Les trois dirigeants ont souligné qu'ils avaient confiance en la banque centrale et qu'ils ne toucheraient pas à son mandat de lutte contre l'inflation lorsqu'ils proposeront des modifications à apporter au traité de l'Union européenne pour aboutir à une union budgétaire renforcée.
Les ministres français ont demandé à la banque centrale d'intervenir massivement pour apaiser les marchés obligataires paniqués de la zone euro. Mme Merkel et ses ministres ont quant à eux affirmé que les traités de l'UE interdisaient à la BCE d'agir comme un prêteur en dernier ressort.
M. Sarkozy a déclaré que Paris et Berlin présenteraient des propositions communes avant le sommet de l'UE du 9 décembre portant sur des amendements au traité visant à instaurer une discipline budgétaire plus stricte au sein de la zone euro.
Mme Merkel a avancé que les propositions sur des pouvoirs plus intrusifs pour renforcer les règles budgétaires européennes, y compris le droit de renvoyer les mauvais élèves devant la Cour européenne de justice, étaient un premier pas vers une union budgétaire renforcée.
Elle a toutefois précisé que le statut et la mission de la banque centrale ne seraient pas modifiés, et qu'elle ne reviendrait pas sur son opposition à l'émission d'euro-obligations sauf peut-être après un long processus d'intégration budgétaire.

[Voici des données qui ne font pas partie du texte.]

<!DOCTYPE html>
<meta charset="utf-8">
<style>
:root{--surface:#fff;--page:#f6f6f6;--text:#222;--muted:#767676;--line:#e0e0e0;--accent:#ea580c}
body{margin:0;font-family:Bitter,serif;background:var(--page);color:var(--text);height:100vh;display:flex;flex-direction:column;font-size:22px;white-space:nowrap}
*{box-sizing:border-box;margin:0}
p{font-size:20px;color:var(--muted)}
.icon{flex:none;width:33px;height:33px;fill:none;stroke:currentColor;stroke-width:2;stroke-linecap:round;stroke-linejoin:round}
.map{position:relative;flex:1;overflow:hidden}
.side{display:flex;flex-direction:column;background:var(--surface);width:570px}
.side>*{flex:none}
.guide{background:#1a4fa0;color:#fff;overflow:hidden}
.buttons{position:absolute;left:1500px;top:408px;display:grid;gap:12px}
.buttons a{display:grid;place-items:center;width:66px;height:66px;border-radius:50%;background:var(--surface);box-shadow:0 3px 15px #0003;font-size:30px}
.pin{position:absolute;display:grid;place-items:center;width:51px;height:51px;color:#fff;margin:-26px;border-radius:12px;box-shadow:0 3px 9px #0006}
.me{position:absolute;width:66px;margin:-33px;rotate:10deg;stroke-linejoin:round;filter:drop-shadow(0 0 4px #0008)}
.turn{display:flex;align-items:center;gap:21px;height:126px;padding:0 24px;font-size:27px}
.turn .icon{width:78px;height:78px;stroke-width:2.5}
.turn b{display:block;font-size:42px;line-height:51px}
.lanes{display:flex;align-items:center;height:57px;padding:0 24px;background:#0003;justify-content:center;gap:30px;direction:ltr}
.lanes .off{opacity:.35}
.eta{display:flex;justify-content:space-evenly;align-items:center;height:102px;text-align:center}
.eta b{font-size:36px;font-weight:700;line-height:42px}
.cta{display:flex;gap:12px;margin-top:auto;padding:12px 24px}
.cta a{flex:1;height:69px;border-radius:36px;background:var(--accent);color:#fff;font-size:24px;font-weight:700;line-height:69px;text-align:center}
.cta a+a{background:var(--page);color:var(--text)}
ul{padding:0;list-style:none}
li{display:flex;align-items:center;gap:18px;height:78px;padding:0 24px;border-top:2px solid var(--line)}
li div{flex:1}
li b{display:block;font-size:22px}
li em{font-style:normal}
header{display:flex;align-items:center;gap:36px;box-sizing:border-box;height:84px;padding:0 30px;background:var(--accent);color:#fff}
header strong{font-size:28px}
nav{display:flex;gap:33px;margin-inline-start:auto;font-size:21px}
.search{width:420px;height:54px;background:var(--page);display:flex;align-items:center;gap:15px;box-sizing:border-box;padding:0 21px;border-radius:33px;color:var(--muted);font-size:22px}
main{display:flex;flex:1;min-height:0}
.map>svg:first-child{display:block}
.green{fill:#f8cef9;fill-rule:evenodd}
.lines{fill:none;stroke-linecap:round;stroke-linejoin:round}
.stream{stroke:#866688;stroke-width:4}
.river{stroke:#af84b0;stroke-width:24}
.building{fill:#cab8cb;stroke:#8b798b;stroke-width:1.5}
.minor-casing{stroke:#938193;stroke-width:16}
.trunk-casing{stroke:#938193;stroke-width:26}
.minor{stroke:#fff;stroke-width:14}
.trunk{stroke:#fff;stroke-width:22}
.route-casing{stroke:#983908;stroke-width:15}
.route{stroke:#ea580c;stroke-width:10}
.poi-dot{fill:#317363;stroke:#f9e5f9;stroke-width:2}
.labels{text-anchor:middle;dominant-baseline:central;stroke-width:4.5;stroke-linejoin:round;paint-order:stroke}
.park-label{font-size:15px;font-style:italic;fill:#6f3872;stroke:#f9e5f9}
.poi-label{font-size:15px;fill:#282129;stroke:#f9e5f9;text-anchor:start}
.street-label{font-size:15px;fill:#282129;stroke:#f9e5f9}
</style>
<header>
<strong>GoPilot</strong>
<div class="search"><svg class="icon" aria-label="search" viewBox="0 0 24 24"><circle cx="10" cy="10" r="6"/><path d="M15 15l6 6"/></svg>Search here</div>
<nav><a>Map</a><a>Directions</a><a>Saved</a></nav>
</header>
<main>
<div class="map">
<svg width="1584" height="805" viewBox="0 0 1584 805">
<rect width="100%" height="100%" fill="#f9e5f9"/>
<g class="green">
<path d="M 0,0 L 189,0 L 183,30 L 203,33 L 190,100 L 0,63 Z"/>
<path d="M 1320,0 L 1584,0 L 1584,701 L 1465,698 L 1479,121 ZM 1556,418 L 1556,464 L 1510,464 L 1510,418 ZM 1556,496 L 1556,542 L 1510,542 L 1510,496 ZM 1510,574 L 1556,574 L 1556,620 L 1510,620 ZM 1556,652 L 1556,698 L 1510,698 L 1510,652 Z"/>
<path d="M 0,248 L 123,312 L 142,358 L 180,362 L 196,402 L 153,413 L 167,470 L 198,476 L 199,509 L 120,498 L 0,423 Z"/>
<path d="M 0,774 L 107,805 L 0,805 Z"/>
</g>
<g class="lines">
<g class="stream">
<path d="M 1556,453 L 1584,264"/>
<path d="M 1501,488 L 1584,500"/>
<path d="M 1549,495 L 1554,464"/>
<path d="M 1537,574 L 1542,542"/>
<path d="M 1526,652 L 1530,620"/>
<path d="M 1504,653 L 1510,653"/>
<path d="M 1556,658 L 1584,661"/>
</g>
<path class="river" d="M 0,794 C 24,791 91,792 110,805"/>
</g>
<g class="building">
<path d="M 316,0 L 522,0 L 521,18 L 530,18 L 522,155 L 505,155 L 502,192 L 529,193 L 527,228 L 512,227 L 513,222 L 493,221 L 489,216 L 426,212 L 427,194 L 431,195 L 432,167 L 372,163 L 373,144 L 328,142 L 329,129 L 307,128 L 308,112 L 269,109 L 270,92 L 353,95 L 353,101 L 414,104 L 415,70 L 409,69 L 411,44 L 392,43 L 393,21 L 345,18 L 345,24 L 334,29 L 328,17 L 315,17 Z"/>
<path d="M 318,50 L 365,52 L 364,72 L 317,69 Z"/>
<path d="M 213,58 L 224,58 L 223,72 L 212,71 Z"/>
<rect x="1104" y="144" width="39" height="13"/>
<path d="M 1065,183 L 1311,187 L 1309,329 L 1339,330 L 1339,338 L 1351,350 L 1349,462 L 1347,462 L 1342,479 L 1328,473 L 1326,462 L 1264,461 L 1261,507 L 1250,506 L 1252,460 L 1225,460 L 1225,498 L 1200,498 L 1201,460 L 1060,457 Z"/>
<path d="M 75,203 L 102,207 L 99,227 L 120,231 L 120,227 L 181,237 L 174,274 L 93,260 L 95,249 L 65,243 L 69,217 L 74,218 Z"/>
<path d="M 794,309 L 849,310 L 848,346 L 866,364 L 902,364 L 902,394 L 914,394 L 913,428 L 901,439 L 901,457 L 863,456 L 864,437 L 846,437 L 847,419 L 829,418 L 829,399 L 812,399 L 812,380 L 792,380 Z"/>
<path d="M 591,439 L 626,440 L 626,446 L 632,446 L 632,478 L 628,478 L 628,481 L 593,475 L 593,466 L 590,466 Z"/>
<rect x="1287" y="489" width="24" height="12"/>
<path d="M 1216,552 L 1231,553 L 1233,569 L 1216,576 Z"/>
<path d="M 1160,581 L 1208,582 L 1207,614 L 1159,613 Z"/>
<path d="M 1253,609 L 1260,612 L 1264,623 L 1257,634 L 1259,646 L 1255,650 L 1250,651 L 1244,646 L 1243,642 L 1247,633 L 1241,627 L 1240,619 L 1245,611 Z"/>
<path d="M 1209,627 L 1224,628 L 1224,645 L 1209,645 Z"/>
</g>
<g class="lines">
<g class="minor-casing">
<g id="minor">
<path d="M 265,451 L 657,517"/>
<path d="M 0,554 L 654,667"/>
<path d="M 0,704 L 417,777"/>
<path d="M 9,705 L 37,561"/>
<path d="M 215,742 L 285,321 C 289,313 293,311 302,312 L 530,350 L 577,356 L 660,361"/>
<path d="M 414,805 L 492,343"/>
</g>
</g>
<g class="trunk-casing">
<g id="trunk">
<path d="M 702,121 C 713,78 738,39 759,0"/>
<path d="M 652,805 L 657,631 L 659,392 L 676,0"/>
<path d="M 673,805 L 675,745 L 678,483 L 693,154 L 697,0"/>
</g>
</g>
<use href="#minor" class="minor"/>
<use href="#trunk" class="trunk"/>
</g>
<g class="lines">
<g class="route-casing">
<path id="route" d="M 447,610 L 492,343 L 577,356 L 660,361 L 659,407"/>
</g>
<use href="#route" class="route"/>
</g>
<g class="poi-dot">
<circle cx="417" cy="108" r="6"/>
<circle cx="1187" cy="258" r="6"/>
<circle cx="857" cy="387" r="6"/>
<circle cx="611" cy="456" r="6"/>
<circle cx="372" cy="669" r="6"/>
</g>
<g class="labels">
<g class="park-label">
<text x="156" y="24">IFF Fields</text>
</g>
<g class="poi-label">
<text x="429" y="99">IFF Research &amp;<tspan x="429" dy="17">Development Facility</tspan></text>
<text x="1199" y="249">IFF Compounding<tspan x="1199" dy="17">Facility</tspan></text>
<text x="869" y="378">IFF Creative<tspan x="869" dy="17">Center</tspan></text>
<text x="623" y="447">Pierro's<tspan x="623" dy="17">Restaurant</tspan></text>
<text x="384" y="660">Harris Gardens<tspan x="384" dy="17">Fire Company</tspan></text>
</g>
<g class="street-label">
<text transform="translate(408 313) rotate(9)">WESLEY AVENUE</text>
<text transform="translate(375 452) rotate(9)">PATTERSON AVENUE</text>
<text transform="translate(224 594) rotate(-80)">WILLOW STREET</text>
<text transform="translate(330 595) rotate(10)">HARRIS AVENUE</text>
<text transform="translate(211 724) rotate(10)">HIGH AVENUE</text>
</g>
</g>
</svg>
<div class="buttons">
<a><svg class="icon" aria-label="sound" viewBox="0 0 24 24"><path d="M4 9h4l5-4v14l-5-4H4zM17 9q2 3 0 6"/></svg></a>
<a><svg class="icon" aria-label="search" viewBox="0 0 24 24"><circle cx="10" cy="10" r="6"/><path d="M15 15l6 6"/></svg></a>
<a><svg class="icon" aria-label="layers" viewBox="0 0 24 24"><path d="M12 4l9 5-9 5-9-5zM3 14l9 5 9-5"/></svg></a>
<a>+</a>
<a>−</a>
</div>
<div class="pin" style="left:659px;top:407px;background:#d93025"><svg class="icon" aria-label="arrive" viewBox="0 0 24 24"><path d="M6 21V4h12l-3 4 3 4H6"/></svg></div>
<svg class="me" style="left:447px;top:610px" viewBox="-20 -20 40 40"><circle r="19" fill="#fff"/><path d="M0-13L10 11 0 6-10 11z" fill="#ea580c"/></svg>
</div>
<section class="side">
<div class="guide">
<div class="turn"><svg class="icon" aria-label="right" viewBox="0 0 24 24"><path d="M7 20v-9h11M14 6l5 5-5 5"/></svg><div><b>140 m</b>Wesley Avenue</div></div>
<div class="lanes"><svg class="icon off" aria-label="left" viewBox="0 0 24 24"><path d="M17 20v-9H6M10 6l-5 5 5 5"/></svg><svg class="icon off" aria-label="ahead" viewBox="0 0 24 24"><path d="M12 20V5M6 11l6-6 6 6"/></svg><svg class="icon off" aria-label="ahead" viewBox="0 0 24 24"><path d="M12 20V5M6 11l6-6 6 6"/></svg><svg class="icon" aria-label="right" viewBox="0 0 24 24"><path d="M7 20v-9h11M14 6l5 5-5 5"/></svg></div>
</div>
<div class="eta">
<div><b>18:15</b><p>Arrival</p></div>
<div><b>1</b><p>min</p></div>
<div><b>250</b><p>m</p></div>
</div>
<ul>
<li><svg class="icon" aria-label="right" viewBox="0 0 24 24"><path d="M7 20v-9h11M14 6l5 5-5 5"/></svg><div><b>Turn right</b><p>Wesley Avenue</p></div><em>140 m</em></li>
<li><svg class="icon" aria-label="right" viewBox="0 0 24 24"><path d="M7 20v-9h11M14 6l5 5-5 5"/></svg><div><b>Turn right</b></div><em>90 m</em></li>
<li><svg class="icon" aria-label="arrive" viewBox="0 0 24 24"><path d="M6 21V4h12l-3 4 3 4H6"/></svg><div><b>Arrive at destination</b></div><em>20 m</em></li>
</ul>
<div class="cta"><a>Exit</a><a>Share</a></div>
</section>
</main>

Certains fonctionnaires français et européens espéraient que Berlin accepterait d'accorder un rôle plus important à la BCE s'agissant d'enrayer la crise, après que l'Allemagne a souffert d'une adjudication d'obligations désastreuse ce mercredi. Cette dernière a montré que les investisseurs restaient méfiants, même envers le pays le moins en danger d'Europe.
Il est urgent que la BCE intervienne, a déclaré sur France Inter le ministre des affaires étrangères, Alain Juppé, avant la réunion.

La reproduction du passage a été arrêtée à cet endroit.